Spend enough time on my side of the desk and you’ll learn all about the things children keep from their parents.
I asked you, how well did you really know your daughter?
The short detective leads her to a far corner of the floor unfamiliar to Dorian—to a desk crammed between two filing cabinets. Away from the action.
Dorian sits with the shoeboxes in her lap. The detective hasn’t said a word. The dregs of last night’s makeup are visible on her face, the faded paint of a day at the office. Dorian can see that her dye job needs a touch-up. There’s a furrow of half-inch roots framing her face. This sort of maintenance is the reason Dorian let her own hair go gray.
But this detective, she’s a different story. It’s as if she’s trying to be someone else with hair and makeup suited to a person with a different complexion. And yet she’s a cop. In Dorian’s experience cops don’t try to be other people. They just try to be cops.
Dorian glances over the desk to a nameplate: Det. E. Perry.
The woman sitting in front of her sure doesn’t look like a Perry.
“What does the E stand for, Detective?”
The woman looks up as if she’s only noticed Dorian for the first time. “Esmerelda. You?”
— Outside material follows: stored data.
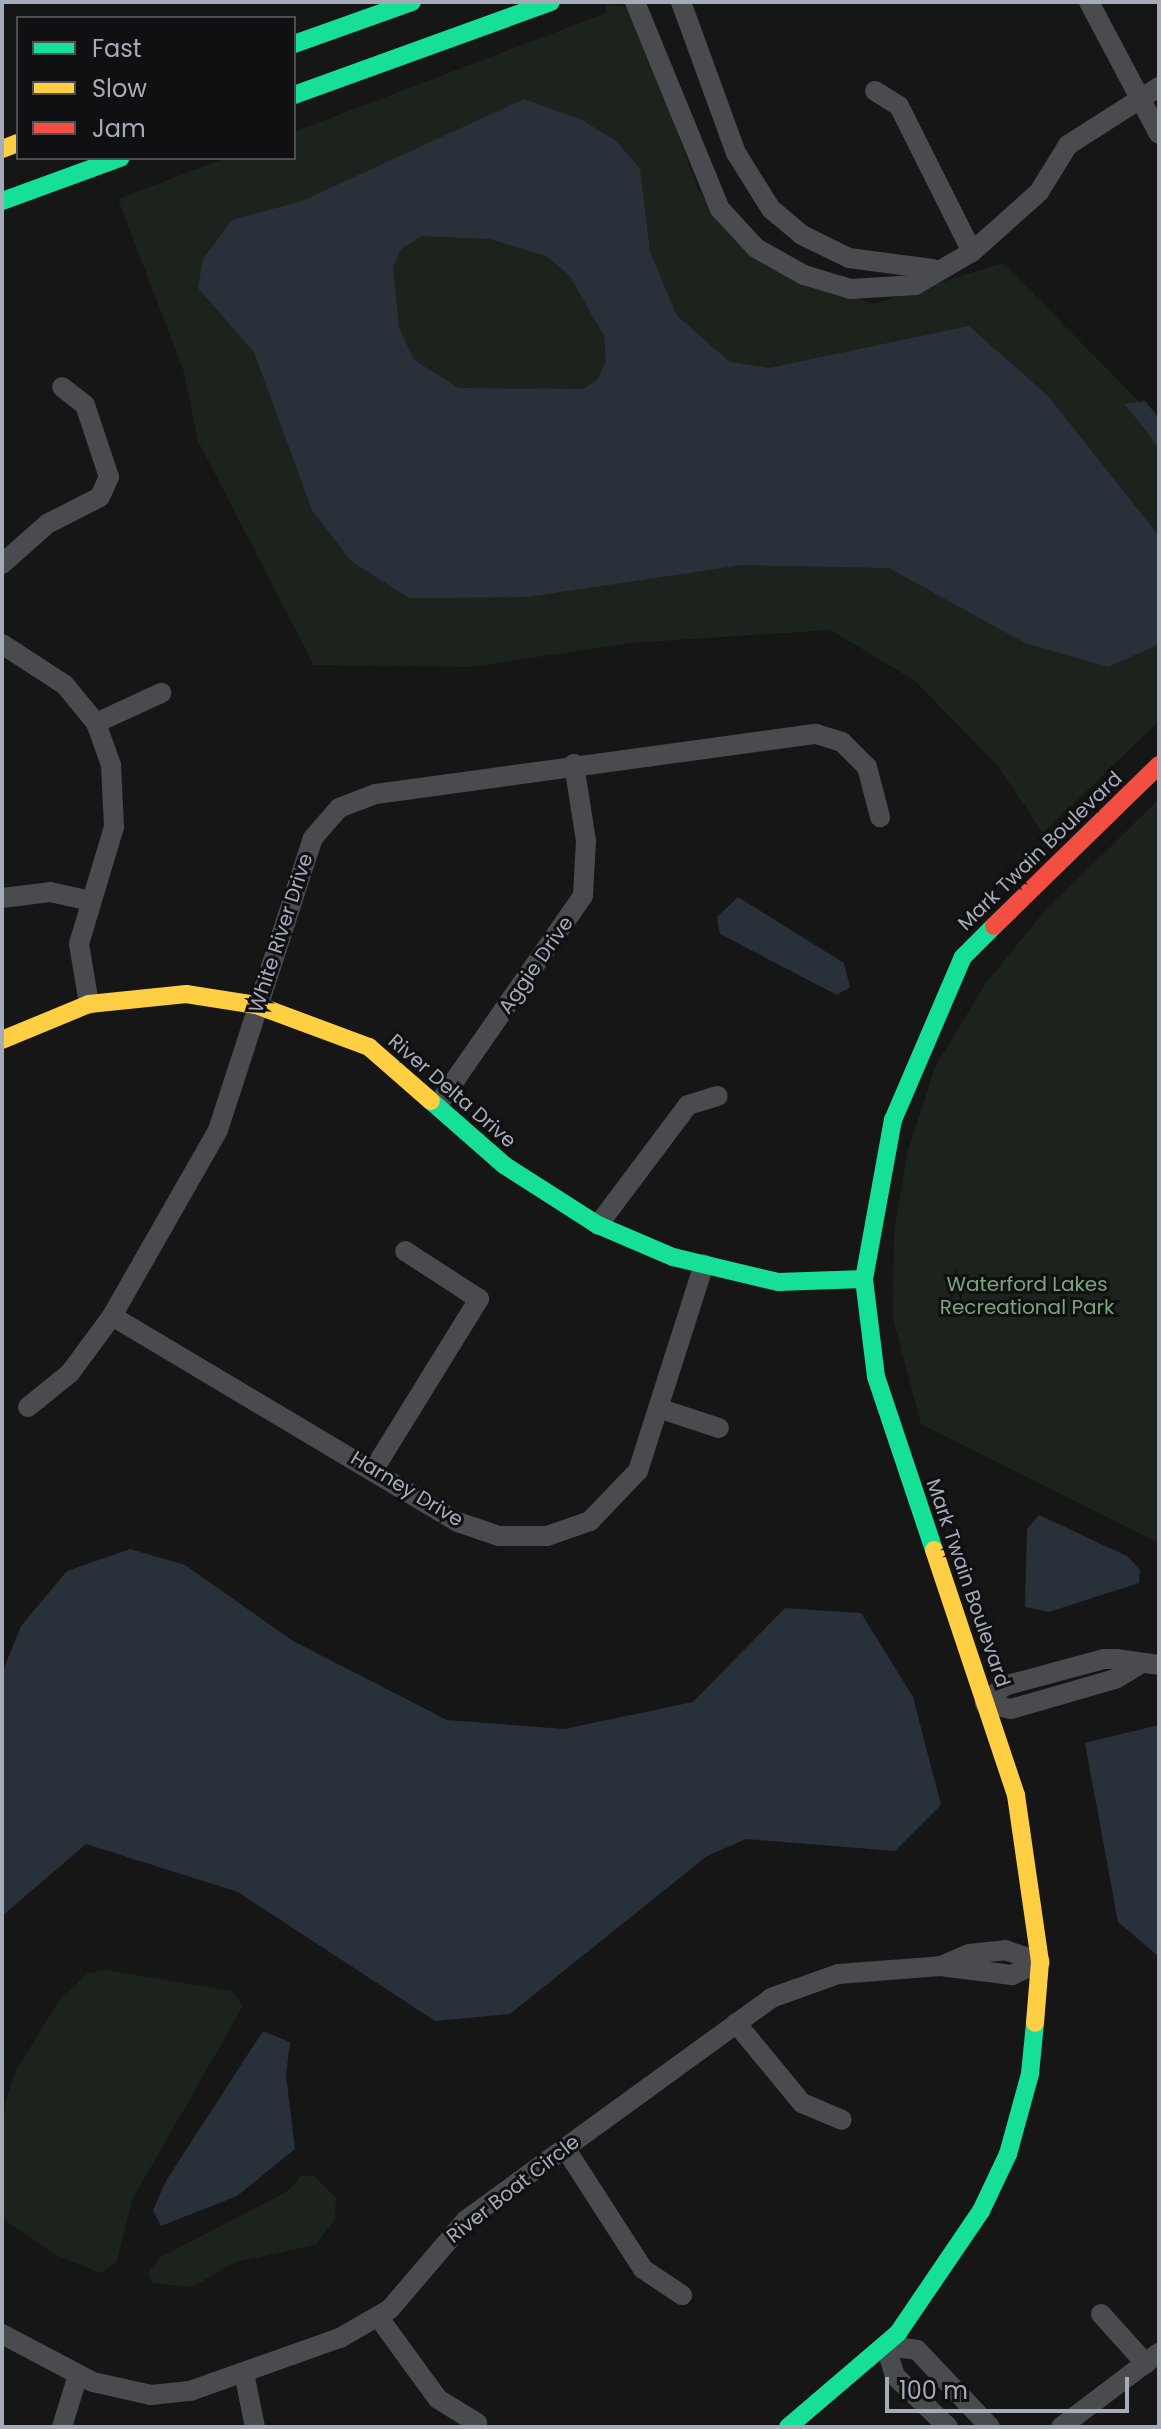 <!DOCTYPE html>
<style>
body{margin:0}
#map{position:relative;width:1161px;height:2429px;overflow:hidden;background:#161616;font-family:Poppins,sans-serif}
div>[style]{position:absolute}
.green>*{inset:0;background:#1c231d}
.water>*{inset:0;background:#283139}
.street>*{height:20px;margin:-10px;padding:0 10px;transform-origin:10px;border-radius:10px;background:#4a4b4f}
.fast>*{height:18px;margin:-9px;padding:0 9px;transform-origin:9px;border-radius:9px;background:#16e098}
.slow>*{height:18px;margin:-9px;padding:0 9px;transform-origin:9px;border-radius:9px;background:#ffcf43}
.jam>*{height:18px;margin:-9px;padding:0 9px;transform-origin:9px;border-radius:9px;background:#f24e42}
span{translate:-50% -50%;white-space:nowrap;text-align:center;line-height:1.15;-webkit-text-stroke:6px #101012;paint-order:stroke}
.street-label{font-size:20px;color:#a6abb8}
.park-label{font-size:20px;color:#7ba57f}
.frame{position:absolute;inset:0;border:4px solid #a6abb8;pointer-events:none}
.legend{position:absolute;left:16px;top:16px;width:280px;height:144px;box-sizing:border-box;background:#101012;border:2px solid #4c4e54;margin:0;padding:10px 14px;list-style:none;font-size:24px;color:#a6abb8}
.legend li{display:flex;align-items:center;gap:16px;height:40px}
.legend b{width:40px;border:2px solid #4c4e54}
.scale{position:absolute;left:885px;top:2377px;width:244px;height:36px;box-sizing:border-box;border:4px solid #a6abb8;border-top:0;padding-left:10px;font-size:24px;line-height:28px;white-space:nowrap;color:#a6abb8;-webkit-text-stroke:6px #101012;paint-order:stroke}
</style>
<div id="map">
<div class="green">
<div style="clip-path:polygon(606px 5px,624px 6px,640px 29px,698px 190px,752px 257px,872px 304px,1003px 263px,1159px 422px,1159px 721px,1043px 833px,998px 766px,915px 681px,831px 630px,631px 643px,470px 667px,314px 665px,198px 441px,184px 372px,118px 199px,226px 158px,294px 158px,294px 132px,606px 13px)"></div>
<div style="clip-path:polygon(1159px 799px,1159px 1543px,921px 1424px,893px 1318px,894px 1231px,908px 1151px,935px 1067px,986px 983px,1043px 913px)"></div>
<div style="clip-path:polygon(107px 1970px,232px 1991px,243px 2006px,132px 2200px,117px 2261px,101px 2273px,56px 2255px,2px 2218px,2px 2115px,15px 2072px,59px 2001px,88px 1973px)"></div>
<div style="clip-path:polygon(302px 2175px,314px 2176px,336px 2198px,335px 2219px,316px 2245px,235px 2262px,192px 2287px,152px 2283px,148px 2273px,161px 2257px,288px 2191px)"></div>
</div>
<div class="water">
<div style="clip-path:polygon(evenodd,524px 99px,582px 120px,616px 141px,640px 169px,650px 252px,677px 316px,730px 362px,769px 368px,969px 326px,1048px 396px,1159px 536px,1159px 644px,1108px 667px,1025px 643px,889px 568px,742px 565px,527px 597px,409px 598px,351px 561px,312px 510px,254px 352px,198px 288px,203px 259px,232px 220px,302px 201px,524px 99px,422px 236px,490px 239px,546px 256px,569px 275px,604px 336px,606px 361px,598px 379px,584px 389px,459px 388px,414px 360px,399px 328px,393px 267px,401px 249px,422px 236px)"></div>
<div style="clip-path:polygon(1145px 401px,1159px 418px,1159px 448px,1125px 404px)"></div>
<div style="clip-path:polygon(738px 897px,844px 963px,850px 987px,837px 995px,720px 934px,717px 917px)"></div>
<div style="clip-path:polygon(1039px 1515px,1127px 1556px,1140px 1570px,1139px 1583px,1049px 1612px,1025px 1607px,1027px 1529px)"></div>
<div style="clip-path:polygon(130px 1549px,185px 1565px,293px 1641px,447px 1720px,564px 1729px,693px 1702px,785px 1608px,861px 1613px,913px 1697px,941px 1805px,895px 1851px,746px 1839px,707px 1856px,510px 2014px,435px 2021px,238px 1892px,86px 1844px,2px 1916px,2px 1673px,21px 1626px,67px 1571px)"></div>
<div style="clip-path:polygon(1159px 1725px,1159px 1957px,1118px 1922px,1085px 1743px)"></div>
<div style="clip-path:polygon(263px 2031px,290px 2042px,286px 2075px,295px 2149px,237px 2196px,161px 2226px,153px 2210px,166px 2181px)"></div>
</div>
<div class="street">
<div style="left:635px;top:2px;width:224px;rotate:67.7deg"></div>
<div style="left:720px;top:209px;width:53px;rotate:47.3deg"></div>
<div style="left:756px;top:248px;width:55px;rotate:29.4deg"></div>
<div style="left:804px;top:275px;width:49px;rotate:16.6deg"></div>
<div style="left:851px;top:289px;width:64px;rotate:-3.6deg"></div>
<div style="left:915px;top:285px;width:66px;rotate:-30.1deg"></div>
<div style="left:972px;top:252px;width:90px;rotate:-41.8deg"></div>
<div style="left:1039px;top:192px;width:55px;rotate:-58.3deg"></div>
<div style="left:1068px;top:145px;width:108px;rotate:-32.5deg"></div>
<div style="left:681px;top:2px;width:161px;rotate:70deg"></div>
<div style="left:736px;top:153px;width:66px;rotate:58deg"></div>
<div style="left:771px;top:209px;width:40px;rotate:40deg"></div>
<div style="left:802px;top:235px;width:52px;rotate:26.1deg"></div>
<div style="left:849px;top:258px;width:84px;rotate:7.5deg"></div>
<div style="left:1089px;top:2px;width:149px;rotate:62.1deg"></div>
<div style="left:875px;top:91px;width:28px;rotate:32deg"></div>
<div style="left:899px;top:106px;width:163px;rotate:63.4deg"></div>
<div style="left:2px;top:564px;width:60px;rotate:-41.6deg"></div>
<div style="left:47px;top:524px;width:59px;rotate:-27deg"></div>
<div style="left:100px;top:497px;width:22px;rotate:-66deg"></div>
<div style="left:109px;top:477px;width:76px;rotate:-108.4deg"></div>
<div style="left:85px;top:405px;width:29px;rotate:-142deg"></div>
<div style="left:2px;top:644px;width:75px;rotate:33.1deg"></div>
<div style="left:65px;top:685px;width:49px;rotate:50.8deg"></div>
<div style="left:96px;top:723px;width:45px;rotate:70.3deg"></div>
<div style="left:111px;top:765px;width:62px;rotate:87.2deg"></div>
<div style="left:114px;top:827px;width:122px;rotate:106.7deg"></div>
<div style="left:79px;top:944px;width:61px;rotate:80.5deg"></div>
<div style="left:96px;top:723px;width:72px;rotate:-24.8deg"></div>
<div style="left:2px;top:898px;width:48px;rotate:-7.1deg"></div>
<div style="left:50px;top:892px;width:42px;rotate:12.4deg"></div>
<div style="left:439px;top:1103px;width:252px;rotate:-55.2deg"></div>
<div style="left:583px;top:896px;width:55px;rotate:-86.9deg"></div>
<div style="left:586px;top:841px;width:78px;rotate:-98.9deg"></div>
<div style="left:598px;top:1225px;width:150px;rotate:-53.1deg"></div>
<div style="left:688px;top:1105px;width:31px;rotate:-17deg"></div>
<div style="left:112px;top:1316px;width:403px;rotate:30.8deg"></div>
<div style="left:458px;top:1522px;width:43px;rotate:18.9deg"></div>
<div style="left:499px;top:1536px;width:48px"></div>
<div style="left:547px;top:1536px;width:46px;rotate:-19.2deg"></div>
<div style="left:590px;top:1521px;width:69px;rotate:-46.2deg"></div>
<div style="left:638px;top:1471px;width:217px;rotate:-72.3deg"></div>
<div style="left:28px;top:1407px;width:54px;rotate:-39deg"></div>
<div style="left:70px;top:1373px;width:71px;rotate:-53.6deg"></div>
<div style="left:112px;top:1316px;width:214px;rotate:-60.3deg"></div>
<div style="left:218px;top:1130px;width:307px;rotate:-72deg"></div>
<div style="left:313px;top:838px;width:40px;rotate:-49deg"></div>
<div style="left:339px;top:808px;width:40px;rotate:-21deg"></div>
<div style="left:376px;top:794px;width:444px;rotate:-7.8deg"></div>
<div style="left:816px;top:734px;width:27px;rotate:17deg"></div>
<div style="left:842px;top:742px;width:35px;rotate:45deg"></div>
<div style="left:867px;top:767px;width:52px;rotate:75.4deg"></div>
<div style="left:661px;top:1409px;width:61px;rotate:18.1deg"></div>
<div style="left:374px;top:1469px;width:200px;rotate:-58.3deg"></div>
<div style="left:479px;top:1299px;width:88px;rotate:-147deg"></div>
<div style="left:1142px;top:1663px;width:31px;rotate:149deg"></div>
<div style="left:1115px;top:1679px;width:108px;rotate:163.9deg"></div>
<div style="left:1011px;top:1709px;width:27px;rotate:-167deg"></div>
<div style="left:985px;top:1703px;width:25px;rotate:-42deg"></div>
<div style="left:1004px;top:1686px;width:104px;rotate:-15.1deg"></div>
<div style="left:1104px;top:1659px;width:12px"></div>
<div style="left:1116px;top:1659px;width:43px;rotate:7.9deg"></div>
<div style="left:736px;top:2023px;width:104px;rotate:50.5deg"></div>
<div style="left:802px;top:2103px;width:43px;rotate:23deg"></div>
<div style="left:565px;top:2148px;width:144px;rotate:57.2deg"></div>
<div style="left:643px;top:2269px;width:47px;rotate:33.7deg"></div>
<div style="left:1101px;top:2314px;width:67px;rotate:48deg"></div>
<div style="left:379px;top:2318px;width:100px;rotate:53.9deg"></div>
<div style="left:438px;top:2399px;width:46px;rotate:31.6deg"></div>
<div style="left:2px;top:2334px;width:103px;rotate:27.8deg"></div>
<div style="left:93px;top:2382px;width:59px;rotate:12.6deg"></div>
<div style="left:151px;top:2395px;width:39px;rotate:-6deg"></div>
<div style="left:190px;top:2391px;width:159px;rotate:-19.5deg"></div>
<div style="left:340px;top:2338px;width:58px;rotate:-30.1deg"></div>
<div style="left:390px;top:2309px;width:117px;rotate:-49.5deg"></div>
<div style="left:466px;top:2220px;width:377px;rotate:-36deg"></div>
<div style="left:771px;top:1998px;width:71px;rotate:-19.7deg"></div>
<div style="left:838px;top:1974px;width:103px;rotate:-4.4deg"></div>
<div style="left:941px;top:1966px;width:30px;rotate:-23deg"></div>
<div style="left:969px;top:1954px;width:36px;rotate:-6deg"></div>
<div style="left:1005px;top:1950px;width:37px;rotate:19deg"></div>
<div style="left:1040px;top:1962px;width:31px;rotate:155deg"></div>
<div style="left:1012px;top:1975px;width:72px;rotate:-172.8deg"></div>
<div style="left:244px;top:2373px;width:55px;rotate:78.5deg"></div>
<div style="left:62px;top:2427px;width:54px;rotate:-72.9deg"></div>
<div style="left:948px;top:2427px;width:74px;rotate:-136.1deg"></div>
<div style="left:895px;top:2376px;width:31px;rotate:-107deg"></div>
<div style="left:886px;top:2346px;width:31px;rotate:7deg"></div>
<div style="left:917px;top:2350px;width:106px;rotate:46.5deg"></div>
<div style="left:1061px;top:2427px;width:123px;rotate:-37.1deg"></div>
</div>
<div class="fast">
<div style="left:294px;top:44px;width:125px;rotate:-19.6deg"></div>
<div style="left:294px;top:95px;width:273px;rotate:-19.9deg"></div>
<div style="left:2px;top:201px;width:126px;rotate:-20deg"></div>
<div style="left:431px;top:1101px;width:97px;rotate:41.2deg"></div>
<div style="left:504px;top:1165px;width:112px;rotate:32.6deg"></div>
<div style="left:598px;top:1225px;width:82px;rotate:23.1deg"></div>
<div style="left:673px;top:1257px;width:108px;rotate:13.4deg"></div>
<div style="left:778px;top:1282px;width:86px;rotate:-2deg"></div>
<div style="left:934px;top:1550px;width:182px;rotate:-108.5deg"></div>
<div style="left:876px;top:1377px;width:99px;rotate:-97deg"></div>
<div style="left:864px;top:1279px;width:162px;rotate:-79.7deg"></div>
<div style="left:893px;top:1120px;width:177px;rotate:-66.8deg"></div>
<div style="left:963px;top:957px;width:44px;rotate:-45deg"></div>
<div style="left:788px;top:2427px;width:145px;rotate:-40.5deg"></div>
<div style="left:898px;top:2333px;width:148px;rotate:-55.8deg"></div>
<div style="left:981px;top:2211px;width:63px;rotate:-64.7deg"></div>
<div style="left:1008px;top:2154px;width:83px;rotate:-74.6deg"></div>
<div style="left:1030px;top:2074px;width:51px;rotate:-84.4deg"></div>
</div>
<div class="slow">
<div style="left:2px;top:149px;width:17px;rotate:-21deg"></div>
<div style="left:2px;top:1040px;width:94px;rotate:-22.5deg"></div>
<div style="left:89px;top:1004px;width:98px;rotate:-5.9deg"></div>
<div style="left:186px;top:994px;width:71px;rotate:8.9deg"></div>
<div style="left:256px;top:1005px;width:121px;rotate:20.4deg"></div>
<div style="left:369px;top:1047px;width:82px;rotate:41.1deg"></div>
<div style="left:934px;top:1550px;width:258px;rotate:71.5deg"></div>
<div style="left:1016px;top:1795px;width:169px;rotate:81.8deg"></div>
<div style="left:1040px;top:1962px;width:61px;rotate:94.7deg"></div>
</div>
<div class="jam">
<div style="left:994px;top:926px;width:231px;rotate:-44.3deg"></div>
</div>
<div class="street-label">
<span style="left:1040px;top:851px;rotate:-44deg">Mark Twain Boulevard</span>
<span style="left:281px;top:933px;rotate:-72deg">White River Drive</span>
<span style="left:536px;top:965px;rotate:-55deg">Aggie Drive</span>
<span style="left:452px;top:1091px;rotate:41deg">River Delta Drive</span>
<span style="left:407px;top:1489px;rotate:31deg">Harney Drive</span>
<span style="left:968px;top:1583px;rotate:71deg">Mark Twain Boulevard</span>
<span style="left:513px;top:2189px;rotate:-38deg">River Boat Circle</span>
</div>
<div class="park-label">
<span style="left:1027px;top:1296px">Waterford Lakes<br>Recreational Park</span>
</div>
<div class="frame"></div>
<ul class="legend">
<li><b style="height:10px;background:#16e098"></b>Fast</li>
<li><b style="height:10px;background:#ffcf43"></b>Slow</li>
<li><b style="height:10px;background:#f24e42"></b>Jam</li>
</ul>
<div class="scale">100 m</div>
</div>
It takes a moment before Dorian realizes what she’s asking. “Dorian Parkhurst.”
Detective Perry takes a piece of gum from its wrapper and pops it in her mouth. She doesn’t take her eyes off the workhorse computer monitor. “So, birds,” she says after a moment. She’s typing furiously, her gaze never meeting Dorian’s.
Dorian places the boxes on the desk. “Thirty-one hummingbirds and now two Western scrub jays,” she says.